Among these records, which lines include "Describe"? Copy them out.
(SUPPLIED RECORDS)
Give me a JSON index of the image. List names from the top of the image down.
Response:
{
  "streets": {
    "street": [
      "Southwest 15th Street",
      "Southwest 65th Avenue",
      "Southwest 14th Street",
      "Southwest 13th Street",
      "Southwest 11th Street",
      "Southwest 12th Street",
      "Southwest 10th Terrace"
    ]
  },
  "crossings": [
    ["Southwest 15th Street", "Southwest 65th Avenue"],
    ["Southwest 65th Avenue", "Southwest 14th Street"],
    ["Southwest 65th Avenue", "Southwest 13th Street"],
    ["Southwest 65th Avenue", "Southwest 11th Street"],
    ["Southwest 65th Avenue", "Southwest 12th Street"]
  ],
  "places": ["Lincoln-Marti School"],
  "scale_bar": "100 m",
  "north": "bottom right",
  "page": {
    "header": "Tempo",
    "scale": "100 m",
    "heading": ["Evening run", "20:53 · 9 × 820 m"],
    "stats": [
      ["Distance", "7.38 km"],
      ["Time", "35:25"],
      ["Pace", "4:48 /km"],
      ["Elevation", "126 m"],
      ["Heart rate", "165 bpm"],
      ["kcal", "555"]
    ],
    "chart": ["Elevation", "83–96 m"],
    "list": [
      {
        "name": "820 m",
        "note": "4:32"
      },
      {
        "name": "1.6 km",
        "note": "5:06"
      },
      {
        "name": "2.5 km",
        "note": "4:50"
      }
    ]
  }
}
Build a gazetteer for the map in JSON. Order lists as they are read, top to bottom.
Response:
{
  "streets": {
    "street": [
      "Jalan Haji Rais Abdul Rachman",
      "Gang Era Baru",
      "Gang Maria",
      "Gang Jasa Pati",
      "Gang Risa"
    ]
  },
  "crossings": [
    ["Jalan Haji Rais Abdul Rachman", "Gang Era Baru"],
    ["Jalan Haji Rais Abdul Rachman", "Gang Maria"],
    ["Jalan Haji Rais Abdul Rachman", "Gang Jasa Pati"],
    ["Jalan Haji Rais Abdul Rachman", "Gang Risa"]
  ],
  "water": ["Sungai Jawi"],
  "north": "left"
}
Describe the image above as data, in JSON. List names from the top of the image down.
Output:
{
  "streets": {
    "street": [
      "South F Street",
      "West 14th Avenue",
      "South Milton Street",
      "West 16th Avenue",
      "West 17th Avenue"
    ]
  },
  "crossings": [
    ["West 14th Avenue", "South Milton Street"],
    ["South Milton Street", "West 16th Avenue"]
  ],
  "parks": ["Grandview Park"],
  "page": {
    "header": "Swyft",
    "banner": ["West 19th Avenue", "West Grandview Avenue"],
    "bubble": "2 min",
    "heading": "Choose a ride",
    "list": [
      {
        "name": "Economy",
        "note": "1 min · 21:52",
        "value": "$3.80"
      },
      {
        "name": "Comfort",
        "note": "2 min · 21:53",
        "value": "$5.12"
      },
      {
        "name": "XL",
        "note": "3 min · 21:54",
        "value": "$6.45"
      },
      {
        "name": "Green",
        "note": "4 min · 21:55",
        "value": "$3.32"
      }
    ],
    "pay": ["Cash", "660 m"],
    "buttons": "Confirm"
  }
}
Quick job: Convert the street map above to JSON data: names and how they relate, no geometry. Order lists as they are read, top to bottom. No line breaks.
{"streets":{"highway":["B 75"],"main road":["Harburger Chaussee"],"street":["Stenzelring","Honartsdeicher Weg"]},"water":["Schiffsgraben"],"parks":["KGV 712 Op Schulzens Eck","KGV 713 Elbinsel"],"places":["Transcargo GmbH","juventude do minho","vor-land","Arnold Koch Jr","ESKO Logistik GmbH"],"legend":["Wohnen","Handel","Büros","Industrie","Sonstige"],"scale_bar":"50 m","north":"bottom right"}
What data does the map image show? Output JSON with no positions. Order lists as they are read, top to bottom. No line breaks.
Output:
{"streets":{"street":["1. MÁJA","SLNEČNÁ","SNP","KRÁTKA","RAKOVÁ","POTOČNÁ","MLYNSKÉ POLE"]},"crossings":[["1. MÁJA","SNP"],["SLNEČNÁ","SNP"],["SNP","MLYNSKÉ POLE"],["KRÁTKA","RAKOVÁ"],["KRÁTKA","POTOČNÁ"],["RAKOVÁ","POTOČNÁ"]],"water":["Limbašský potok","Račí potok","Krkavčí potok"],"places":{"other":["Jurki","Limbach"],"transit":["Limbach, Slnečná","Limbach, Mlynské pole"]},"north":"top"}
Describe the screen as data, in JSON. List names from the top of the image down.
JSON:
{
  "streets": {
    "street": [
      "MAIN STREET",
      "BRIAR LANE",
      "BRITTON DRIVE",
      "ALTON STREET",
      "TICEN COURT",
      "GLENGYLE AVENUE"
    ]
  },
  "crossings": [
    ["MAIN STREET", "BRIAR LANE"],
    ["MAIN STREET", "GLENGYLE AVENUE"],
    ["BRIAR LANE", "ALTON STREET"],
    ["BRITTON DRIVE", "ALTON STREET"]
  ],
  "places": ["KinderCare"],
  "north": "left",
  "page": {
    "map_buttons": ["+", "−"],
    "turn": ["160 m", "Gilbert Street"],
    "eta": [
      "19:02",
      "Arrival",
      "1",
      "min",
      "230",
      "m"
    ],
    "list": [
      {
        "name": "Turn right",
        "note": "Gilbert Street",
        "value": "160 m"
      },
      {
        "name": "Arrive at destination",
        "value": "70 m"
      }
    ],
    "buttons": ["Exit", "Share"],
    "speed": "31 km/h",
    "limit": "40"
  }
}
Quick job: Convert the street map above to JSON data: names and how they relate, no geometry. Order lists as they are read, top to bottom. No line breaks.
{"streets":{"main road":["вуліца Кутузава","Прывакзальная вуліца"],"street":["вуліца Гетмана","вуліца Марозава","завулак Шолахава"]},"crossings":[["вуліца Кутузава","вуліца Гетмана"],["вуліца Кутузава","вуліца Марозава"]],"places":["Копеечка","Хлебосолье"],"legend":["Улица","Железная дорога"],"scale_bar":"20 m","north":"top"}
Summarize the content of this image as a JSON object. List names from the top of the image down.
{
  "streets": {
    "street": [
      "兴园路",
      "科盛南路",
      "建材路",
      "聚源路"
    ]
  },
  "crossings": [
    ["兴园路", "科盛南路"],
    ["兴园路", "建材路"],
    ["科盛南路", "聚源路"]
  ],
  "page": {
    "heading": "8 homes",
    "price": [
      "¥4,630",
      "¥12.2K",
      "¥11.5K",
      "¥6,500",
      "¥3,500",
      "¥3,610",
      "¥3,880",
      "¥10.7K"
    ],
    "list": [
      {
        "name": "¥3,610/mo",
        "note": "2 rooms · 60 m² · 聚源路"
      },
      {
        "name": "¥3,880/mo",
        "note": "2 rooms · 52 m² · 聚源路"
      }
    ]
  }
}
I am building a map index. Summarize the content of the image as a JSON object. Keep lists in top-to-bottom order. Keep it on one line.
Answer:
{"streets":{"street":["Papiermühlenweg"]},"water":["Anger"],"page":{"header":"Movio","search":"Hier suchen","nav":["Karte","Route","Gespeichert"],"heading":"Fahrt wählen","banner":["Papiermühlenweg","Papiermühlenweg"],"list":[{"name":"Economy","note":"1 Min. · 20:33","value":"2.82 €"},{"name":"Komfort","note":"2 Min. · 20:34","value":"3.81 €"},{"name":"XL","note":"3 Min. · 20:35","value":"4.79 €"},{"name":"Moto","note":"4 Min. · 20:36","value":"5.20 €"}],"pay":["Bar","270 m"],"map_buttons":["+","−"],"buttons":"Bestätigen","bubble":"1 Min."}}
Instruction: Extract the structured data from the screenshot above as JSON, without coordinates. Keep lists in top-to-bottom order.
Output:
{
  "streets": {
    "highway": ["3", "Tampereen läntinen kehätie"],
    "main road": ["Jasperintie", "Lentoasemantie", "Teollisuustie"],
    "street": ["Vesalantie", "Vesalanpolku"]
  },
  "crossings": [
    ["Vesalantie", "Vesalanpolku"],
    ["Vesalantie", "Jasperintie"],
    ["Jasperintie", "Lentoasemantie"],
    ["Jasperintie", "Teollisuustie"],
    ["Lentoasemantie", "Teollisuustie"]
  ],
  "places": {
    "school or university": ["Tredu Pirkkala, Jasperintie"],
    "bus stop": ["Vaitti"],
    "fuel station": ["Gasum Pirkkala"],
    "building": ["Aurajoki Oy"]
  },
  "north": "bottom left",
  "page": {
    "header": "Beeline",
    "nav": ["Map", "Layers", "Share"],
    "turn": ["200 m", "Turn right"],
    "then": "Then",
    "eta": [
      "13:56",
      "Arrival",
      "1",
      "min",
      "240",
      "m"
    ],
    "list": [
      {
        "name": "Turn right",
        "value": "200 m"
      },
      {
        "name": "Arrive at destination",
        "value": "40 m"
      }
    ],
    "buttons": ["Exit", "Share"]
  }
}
(End SUPPLIED RECORDS)
_ANSWER SPACE_
Describe the image above as data, in JSON. List names from the top of the image down.
Describe the screen as data, in JSON. List names from the top of the image down.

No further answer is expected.